Hermione, Tom'un Hepzibah'ın dışarıda olduğunu bilip bilmediğini merak etti. Muhtemelen biliyordu. Riddle işlerini nadiren şansa bırakırdı. Demek konuşmak istiyordu. Kararını vermiş olmalıydı. O halde varsın konuşsunlardı. Ama yine de Tom'un başta konuşmak istemediğini düşününce içine kısa bir korku dalgası yayıldı. Balkon kapısından geri içeri girdi. Üzerine kalın bir ceket geçirdikten sonra Hokey işitmeden kapıyı açmak için aşağı indi. Riddle da zili çalmaya niyet etmemişti belli ki. Kapıyı sessizce açtığında Tom paltosunu omzuna atmış halde bekliyordu. Gömleğinin kollarını dirseklerine kadar sıvamıştı. Soğuğa rağmen üşümüyor gibiydi. Ya da öyleymiş gibi davranıyordu. Ama kabul etmeliydi ki bu basit kıyafetlerle bile Riddle çok ...fazlasıyla hoş görünüyordu. Bazen Hermione bunu kabul ettiği için kendine sinirleniyordu ama doğruydu. Zaten bu gerçek sayesinde Riddle istediğini elde etmekte asla zorluk çekmiyordu. Hermione'den istedikleri hariç... Hermione kapıyı aralayıp içeri gelmesini işaret ettiğinde Tom tereddüt etmeden içeri adımladı. Genç kadını takip ederek merdivenlerden yukarı çıktılar ve koyu kırmızı renkli halılarla kaplı koridora girip soldaki ikinci kapıdan içeri girdiler. Hermione'nin odası her zamanki gibi derli topluydu. Tom bakışlarını onun çalışma masasındaki kitaplar üzerinde gezdirdi sıra dışı bir şey olup olmadığını görme gayretindeydi muhtemelen. Ama Hermione hatasını tekrarlayacak kadar kör değildi. Baskısı 1950'den sonra olan tüm kitaplarını yatağının altındaki kilitli sandığa kaldırmıştı. İhtiyaç duyduğunda çıkarıyor, okuyor sonra geri sandığa koyup kilitliyordu. 

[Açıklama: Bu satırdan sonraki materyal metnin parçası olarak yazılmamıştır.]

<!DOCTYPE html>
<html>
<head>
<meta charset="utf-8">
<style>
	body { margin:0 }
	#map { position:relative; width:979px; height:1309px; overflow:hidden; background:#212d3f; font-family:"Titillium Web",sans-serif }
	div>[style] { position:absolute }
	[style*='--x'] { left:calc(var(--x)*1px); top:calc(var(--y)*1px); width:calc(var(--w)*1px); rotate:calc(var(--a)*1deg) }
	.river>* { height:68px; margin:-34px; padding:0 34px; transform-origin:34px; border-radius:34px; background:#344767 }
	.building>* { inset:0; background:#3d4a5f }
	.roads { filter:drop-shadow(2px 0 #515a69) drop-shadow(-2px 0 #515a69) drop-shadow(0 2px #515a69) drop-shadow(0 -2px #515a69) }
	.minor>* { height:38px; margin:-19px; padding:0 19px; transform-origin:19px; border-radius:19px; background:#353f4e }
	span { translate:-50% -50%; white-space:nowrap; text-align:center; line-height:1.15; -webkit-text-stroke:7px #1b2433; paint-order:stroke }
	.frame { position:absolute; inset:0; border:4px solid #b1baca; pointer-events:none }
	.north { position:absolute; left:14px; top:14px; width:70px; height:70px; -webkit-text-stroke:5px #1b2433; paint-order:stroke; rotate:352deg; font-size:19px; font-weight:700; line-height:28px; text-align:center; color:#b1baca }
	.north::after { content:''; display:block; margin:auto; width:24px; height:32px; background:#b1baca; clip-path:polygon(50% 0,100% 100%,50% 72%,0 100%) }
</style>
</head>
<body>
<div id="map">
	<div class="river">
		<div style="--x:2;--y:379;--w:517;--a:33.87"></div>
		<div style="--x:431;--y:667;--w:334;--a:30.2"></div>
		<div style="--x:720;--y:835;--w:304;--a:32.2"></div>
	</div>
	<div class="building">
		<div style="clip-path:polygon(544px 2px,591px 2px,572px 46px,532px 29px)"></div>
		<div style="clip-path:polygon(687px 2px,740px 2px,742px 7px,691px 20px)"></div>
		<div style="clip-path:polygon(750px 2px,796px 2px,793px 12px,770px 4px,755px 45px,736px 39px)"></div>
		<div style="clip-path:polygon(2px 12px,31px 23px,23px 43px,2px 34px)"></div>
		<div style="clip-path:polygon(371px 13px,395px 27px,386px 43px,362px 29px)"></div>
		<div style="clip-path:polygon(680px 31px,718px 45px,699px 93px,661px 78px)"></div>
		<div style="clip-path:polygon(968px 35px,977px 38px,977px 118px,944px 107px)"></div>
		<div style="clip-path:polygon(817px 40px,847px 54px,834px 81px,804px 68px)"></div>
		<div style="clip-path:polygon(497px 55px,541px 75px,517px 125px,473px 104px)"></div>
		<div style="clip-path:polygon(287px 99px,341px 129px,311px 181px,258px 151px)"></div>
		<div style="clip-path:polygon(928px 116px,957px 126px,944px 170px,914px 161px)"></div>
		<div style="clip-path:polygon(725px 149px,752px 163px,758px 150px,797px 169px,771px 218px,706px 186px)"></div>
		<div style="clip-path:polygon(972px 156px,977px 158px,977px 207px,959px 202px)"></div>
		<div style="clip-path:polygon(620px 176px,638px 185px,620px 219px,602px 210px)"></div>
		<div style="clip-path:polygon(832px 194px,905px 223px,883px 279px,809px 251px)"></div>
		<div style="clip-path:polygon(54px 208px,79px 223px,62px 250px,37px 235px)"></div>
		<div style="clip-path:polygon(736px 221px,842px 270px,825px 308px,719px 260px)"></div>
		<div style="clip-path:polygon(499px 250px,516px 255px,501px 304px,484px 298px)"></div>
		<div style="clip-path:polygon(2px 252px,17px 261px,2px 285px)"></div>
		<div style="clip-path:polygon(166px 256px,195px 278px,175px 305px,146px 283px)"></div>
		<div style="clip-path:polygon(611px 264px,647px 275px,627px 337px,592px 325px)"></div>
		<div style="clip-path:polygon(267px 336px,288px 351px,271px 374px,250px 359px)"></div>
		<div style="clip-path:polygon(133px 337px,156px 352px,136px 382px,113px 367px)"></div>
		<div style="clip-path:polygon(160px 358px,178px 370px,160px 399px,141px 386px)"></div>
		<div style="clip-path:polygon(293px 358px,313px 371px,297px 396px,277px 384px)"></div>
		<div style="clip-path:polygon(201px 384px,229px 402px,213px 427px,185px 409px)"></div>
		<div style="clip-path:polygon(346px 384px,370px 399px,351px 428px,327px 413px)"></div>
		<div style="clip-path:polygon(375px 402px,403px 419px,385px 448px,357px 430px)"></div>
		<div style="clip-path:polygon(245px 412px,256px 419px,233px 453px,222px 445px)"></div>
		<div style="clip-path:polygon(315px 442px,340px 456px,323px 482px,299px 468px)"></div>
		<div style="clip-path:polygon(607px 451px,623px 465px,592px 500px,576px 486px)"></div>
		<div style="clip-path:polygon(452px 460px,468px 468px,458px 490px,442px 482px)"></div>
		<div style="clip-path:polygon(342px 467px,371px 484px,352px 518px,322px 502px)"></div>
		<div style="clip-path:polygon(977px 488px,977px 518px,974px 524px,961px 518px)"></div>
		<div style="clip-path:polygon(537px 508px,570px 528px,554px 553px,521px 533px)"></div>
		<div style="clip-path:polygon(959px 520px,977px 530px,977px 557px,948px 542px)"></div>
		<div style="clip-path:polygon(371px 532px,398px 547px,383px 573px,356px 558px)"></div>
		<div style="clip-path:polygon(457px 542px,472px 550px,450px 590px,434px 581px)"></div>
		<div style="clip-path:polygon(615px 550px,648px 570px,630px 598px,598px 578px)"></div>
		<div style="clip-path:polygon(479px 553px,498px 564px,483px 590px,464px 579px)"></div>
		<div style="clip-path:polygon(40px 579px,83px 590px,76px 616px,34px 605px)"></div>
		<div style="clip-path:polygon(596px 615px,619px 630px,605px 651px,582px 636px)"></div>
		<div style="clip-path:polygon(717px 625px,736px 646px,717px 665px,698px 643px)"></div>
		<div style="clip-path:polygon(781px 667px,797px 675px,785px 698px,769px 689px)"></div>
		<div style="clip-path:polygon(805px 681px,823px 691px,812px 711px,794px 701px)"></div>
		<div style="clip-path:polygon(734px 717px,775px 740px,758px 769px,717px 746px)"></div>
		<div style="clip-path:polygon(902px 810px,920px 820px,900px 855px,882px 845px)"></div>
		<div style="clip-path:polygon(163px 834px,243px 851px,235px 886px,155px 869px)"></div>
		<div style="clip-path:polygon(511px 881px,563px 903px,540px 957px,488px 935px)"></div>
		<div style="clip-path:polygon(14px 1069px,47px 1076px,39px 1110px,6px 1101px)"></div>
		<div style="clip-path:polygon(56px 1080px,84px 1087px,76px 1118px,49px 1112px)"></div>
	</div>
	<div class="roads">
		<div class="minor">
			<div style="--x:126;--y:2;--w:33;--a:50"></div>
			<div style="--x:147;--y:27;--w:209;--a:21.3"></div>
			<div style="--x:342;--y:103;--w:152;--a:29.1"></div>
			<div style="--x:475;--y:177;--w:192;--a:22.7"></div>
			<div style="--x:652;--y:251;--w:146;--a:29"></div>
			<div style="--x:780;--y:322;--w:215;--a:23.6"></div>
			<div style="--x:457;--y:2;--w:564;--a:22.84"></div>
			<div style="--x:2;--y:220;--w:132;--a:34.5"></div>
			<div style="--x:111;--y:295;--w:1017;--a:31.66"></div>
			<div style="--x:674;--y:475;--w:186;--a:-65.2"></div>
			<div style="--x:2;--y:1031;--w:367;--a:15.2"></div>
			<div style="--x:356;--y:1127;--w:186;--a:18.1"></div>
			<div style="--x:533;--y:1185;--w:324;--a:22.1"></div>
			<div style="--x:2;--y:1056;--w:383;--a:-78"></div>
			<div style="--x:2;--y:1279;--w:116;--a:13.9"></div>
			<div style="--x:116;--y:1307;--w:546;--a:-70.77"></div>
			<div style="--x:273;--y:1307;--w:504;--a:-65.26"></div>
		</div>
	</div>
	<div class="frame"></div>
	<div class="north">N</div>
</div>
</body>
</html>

 Tom içeri girdiğinde gömleğine sinmiş sigara kokusunu almıştı. Tom'un kendi kokusuna karışmıştı. Vanilya, sandalağacı, sigara... Eğer üzerine sinmesine izin verecek kadar fazla içmişse kafasındaki çarkların hiç durmaksızın çalıştığını tahmin edebilirdi. Tom fazla düşündüğünde aklını boşaltmak için içtiğini söylemişti geçmişte...

Beklemeden her zamanki gibi şöminenin karşısındaki kırmızı koltuğa geçti. Hermione de onun karşısındaki koltuğa oturdu. Gökyüzünden güneşin son izleri de silinirken asasını şöminenin odunlarına yöneltip "Incendio," diye mırıldandı. Odunlar keyifle çatırdamaya başladığında asasını bu kez kapıya çevirip "Alohomora, Muffliato." dedi. 

"Ne o, benden artık korkmuyor musun?" diye sordu alaycı olması gereken ama olmayan bir tonda.

Hermione omuz silkti, "Korkmak için fazla yorgunum. Bir düelloyla ölmeyi tercih ederim."  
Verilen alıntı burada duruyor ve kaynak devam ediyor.